The Twenty-Fourth Meeting of the Council for Trade and Economic Development (COTED) of CARICOM and the Fourth Meeting of the CARIFORUM (CARICOM and Dominican Republic) Council of Ministers – External Trade Negotiations, met in consecutive sessions on 15 November 2007 in Guyana.
The meetings were presided over by Minister of Foreign Trade and International Cooperation, Guyana, Dr. Henry Jeffrey.
The COTED concluded after three hours of intense discussions on major agenda items including the Competition Commission; intra-regional trade; the CARICOM Regional Organisation for Standards and Quality (CROSQ) and External Trade Relations, including the prioritization of negotiations.
The COTED focused on the financing of the Competition Commission and other issues relevant to its imminent inauguration. The Competition Commission, which has its basis in the Revised Treaty of Chaguaramas, will have its headquarters in Suriname. Its mandate includes applying the rules of competition in respect of anti-competitive cross-border business conduct and promoting and protecting competition in the Community and coordinating the implementation of the Community Competition Policy.
In reviewing intra-regional trade issues relating to two key regional products – rice and cement – the meeting was updated on the sourcing of supplies from regional producers. Jamaica reiterated the commitment to first source its rice requirements from Guyana and Suriname. Guyana was given the assurance that Barbados and Trinidad and Tobago could meet its cement requirements.
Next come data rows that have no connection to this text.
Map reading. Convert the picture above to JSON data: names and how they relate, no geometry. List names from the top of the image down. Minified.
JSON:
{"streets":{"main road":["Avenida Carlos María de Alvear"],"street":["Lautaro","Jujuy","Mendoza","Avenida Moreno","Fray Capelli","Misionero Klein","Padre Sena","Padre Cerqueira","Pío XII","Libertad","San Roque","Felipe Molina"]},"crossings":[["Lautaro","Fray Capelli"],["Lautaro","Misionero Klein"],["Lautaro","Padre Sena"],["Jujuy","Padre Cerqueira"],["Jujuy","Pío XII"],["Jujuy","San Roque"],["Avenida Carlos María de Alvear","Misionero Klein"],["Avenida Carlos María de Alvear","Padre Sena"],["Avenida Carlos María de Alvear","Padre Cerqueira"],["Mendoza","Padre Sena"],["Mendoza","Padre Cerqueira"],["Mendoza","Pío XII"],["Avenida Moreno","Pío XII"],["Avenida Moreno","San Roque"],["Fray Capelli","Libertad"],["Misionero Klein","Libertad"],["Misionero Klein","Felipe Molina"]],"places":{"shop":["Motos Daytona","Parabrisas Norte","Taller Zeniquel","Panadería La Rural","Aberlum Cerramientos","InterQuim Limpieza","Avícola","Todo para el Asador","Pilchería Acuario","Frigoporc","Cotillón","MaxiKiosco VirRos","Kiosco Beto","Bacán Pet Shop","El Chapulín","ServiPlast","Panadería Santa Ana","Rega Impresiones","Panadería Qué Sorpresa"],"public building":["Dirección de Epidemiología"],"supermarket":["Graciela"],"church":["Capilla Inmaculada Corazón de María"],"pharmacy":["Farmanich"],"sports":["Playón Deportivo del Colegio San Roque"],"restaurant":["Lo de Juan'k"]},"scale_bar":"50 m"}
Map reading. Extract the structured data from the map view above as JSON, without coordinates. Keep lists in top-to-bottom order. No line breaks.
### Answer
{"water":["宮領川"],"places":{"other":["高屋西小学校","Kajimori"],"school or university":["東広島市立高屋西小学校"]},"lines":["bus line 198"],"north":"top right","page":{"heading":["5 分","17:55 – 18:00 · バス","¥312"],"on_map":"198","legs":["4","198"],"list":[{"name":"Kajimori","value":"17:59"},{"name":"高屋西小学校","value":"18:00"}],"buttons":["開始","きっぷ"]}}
Delegates also discussed the financial operations of CROSQ. CROSQ is geared at promoting and developing standards and standards-related activities to facilitate international competitiveness and the sustainable production of goods and services within the CARICOM Single Market and Economy (CSME).
The COTED engaged in in-depth discussions on ongoing and anticipated negotiations in the multilateral and hemispheric theatres. Acknowledging the renewed efforts to advance negotiations in the World Trade Organisation (WTO) Doha Development Round, Ministers endorsed the call by the Region’s Geneva-based representatives for greater attention to those negotiations, notwithstanding the rapidly approaching agreed schedule for concluding the Economic Partnership Agreement negotiations with the European Union and the concentration of the Region’s technical and financial resources in that regard. Ministers recorded their appreciation of the role being played in the WTO by Ambassador Trevor Clarke of Barbados in advancing the case for Small Vulnerable Economies and Ambassador Gail Mathurin of Jamaica in her capacity as coordinator of the ACP Group in Geneva.
The COTED also addressed the issues of prioritization and scheduling external trade engagements, including the commitment to deepen existing trade agreements with Cuba and the Dominican Republic, advancing the negotiations of the accession of other Central American countries to the CARICOM-Costa Rica Free Trade Agreement, the anticipated free trade negotiations with Canada and follow-up with the United States on trade issues arising from the Conference on the Caribbean held last June in Washington D.C. The COTED also deliberated on approaches by Colombia, Chile and MERCOSUR for negotiations to deepen trade relations and agreed that these and other matters related to trade will be considered by a Reflections Group made up of representatives from Member States, regional experts and other stakeholders. The report of the Reflections Group will be considered by the COTED at its next meeting in January 2008.
The meeting of CARIFORUM Trade Ministers was devoted to a review of the state of the EPA negotiations with the European Union in the context of the agreed schedule for their completion to allow for application of the agreement from 1 January 2008. Discussions were held under several heads including Market Access which was proving to be the most contentious of the outstanding issues; the Treatment of Development in the EPA; Services and Investment. Other issues discussed included Government Procurement; Dialogue on Good Governance; Most Favoured Nations (MFN) Clause and Regional Preference.
Given the state of the negotiations Ministers considered the various options being mooted by the European Commission, which is negotiating on behalf of the EU, in the event of the negotiations not being concluded by the end of the year. CARIFORUM Ministers were unanimous in determining that none of the options, including signature of a trade-in-goods agreement with a built-in agenda for other disciplines nor an interim agreement as defined by the EU were tenable.
Ministers reaffirmed the commitment of CARIFORUM to continue negotiating in good faith with the objective of concluding a complete and satisfactory agreement. If this was not achieved by the end of 2007, CARIFORUM would continue the negotiations with the aim of concluding early in 2008. In the light of the European Commission’s insistence that such an eventuality would leave the EU with no option but to subject CARIFORUM trade from 1 January 2008 to its Generalised System of Preferences, CARIFORUM Ministers agreed on the need for a demarche at the highest political level on the EU, including its Member States and its institutions.
This proposal was to be submitted to the Bureau of the Conference of Heads of Government of the Caribbean Community that was to meet in Barbados on 17 November. Ministers also agreed that the Development dimension of the EPA would be subject to scrutiny by the Reflections Group referred to earlier and that the draft text of the agreement would be made available to the Region’s development thinkers and practitioners for their review and input to the CARIFORUM negotiating positions.